-- Exercise aim --
Check each line of the listing below for the string "Input", and copy the ones that have it.

-- Recorded data --
+ + + +
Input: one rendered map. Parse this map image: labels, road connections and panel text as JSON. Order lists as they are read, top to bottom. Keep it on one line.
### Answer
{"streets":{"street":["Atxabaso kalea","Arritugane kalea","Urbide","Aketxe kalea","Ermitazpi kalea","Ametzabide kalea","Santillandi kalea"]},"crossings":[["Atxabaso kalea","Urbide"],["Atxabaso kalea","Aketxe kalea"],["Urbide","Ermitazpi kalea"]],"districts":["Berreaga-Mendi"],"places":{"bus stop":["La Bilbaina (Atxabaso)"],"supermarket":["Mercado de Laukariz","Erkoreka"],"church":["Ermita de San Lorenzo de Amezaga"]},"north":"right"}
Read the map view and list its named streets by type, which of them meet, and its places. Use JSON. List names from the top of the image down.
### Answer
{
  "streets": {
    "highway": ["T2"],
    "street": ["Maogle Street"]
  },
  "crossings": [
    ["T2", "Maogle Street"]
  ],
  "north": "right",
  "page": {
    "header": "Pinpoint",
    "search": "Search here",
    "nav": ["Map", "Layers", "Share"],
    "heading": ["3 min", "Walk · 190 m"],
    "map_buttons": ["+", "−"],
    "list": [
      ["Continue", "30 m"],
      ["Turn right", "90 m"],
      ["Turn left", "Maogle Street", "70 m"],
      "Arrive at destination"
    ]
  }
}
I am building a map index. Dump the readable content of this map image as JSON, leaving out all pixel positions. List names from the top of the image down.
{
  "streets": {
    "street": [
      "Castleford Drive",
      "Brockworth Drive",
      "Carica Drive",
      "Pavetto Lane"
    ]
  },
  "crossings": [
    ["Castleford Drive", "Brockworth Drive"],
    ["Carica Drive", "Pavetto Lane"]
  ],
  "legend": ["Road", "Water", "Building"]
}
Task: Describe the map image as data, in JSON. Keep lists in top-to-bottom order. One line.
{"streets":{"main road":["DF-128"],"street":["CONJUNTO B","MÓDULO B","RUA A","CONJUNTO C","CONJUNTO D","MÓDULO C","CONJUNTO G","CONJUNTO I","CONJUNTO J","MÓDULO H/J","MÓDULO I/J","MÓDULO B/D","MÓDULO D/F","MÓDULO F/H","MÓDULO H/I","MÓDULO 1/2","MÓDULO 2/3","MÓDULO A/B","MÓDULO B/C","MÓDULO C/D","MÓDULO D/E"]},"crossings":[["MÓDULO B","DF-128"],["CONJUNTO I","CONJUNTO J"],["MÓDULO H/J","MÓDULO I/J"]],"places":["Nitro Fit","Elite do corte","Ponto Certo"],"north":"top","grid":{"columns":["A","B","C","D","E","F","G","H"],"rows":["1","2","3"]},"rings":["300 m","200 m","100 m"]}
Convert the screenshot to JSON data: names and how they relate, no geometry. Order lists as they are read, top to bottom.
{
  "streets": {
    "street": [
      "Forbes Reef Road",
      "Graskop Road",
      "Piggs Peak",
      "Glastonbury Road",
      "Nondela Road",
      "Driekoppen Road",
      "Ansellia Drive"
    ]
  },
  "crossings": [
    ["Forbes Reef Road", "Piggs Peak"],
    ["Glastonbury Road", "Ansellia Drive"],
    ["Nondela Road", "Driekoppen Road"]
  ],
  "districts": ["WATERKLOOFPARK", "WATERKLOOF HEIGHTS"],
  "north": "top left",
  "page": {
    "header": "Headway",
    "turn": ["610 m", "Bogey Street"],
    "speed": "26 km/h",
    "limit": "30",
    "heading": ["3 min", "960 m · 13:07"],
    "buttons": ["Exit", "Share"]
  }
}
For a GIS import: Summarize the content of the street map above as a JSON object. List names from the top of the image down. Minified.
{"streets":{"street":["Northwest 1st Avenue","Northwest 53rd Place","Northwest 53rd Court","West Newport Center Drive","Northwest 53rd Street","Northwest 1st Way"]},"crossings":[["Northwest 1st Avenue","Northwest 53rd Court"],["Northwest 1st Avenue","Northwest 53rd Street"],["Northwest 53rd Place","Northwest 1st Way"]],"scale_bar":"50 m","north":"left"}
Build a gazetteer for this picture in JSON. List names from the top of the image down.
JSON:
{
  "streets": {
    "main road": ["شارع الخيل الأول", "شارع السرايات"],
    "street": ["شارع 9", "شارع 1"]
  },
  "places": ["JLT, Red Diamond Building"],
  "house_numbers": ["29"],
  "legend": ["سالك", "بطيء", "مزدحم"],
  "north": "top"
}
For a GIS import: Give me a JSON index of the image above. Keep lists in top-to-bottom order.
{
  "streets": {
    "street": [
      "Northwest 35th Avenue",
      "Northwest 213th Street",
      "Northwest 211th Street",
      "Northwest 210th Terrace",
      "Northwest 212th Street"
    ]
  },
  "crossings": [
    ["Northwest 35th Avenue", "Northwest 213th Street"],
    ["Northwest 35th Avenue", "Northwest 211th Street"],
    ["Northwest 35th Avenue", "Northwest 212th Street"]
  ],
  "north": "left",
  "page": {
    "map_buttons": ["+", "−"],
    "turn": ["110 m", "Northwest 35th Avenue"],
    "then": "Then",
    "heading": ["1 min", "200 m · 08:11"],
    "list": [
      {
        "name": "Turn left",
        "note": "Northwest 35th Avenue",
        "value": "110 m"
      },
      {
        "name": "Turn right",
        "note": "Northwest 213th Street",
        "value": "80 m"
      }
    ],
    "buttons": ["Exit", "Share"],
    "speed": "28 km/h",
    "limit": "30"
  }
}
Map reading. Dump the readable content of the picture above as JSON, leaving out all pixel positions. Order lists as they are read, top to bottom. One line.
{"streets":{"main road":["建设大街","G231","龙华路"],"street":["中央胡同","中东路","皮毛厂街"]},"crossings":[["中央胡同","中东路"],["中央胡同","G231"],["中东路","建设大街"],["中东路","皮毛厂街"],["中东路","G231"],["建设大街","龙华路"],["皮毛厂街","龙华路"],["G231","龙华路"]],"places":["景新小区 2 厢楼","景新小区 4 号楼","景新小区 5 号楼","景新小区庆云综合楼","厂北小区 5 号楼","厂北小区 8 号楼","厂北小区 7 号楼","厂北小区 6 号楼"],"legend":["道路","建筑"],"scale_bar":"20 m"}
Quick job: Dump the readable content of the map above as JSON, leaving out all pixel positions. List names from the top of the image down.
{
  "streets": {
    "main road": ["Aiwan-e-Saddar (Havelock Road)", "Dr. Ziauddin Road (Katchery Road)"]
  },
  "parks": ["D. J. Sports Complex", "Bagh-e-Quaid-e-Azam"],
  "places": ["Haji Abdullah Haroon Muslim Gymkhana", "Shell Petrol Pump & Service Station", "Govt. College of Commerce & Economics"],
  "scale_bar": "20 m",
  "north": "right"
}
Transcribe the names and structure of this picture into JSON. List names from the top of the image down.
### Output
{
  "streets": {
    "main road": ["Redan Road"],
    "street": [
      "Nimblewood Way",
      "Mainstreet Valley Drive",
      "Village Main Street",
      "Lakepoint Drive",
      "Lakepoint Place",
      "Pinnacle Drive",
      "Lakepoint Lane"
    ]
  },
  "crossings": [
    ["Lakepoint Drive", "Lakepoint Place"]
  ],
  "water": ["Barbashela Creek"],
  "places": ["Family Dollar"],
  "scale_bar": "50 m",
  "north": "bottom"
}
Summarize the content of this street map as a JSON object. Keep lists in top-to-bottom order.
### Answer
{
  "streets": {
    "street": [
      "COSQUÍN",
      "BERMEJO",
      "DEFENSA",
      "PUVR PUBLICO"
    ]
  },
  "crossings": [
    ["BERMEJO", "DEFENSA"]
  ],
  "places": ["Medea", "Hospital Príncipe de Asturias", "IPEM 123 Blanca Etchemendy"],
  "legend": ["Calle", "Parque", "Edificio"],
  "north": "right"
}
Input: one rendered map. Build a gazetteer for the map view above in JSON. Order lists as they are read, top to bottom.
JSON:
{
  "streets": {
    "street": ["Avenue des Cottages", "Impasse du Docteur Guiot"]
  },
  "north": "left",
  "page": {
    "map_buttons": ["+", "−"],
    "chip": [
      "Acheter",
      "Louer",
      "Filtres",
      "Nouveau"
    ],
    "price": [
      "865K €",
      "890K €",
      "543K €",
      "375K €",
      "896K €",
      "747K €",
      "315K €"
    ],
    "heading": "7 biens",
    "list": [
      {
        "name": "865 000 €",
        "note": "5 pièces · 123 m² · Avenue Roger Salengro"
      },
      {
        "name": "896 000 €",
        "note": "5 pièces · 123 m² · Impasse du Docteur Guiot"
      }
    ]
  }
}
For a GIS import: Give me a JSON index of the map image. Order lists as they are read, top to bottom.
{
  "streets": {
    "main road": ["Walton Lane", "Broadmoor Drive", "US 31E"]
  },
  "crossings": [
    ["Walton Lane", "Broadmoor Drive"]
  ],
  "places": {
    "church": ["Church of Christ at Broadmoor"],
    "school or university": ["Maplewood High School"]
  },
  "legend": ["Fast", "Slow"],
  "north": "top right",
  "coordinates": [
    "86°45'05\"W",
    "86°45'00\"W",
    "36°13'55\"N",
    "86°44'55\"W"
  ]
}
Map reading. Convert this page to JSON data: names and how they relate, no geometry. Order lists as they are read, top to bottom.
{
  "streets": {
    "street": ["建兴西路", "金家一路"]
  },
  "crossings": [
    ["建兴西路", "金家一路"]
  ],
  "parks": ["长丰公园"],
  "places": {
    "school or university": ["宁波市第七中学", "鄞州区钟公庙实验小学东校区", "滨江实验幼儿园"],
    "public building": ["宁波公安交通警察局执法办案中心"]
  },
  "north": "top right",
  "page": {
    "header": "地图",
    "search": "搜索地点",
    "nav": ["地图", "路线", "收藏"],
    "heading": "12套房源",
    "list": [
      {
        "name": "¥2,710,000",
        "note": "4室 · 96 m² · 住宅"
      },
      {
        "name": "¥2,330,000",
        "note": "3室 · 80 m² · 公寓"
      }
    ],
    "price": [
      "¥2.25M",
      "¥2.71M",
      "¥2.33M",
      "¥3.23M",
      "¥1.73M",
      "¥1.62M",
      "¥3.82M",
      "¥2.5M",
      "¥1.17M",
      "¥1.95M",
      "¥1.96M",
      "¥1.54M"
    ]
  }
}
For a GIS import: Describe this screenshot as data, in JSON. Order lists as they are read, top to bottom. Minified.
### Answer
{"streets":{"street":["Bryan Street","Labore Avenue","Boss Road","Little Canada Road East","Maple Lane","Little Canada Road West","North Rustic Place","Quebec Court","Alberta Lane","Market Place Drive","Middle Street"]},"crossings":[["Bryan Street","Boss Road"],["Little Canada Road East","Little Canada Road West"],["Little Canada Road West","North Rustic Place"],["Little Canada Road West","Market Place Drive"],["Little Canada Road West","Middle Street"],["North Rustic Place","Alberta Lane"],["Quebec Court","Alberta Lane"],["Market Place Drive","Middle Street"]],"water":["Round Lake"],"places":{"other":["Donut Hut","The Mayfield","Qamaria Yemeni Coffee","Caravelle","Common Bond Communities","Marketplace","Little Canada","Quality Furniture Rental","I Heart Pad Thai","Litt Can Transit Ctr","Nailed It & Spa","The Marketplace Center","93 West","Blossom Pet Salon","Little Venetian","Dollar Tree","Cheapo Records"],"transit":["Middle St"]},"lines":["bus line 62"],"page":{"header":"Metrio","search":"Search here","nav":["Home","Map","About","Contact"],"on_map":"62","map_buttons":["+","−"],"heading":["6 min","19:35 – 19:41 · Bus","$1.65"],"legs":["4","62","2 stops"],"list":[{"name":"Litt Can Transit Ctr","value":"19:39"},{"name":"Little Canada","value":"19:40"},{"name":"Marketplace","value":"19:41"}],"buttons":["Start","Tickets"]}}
+ + + +
-- Finished task --
Input: one rendered map. Parse this map image: labels, road connections and panel text as JSON. Order lists as they are read, top to bottom. Keep it on one line.
Input: one rendered map. Build a gazetteer for the map view above in JSON. Order lists as they are read, top to bottom.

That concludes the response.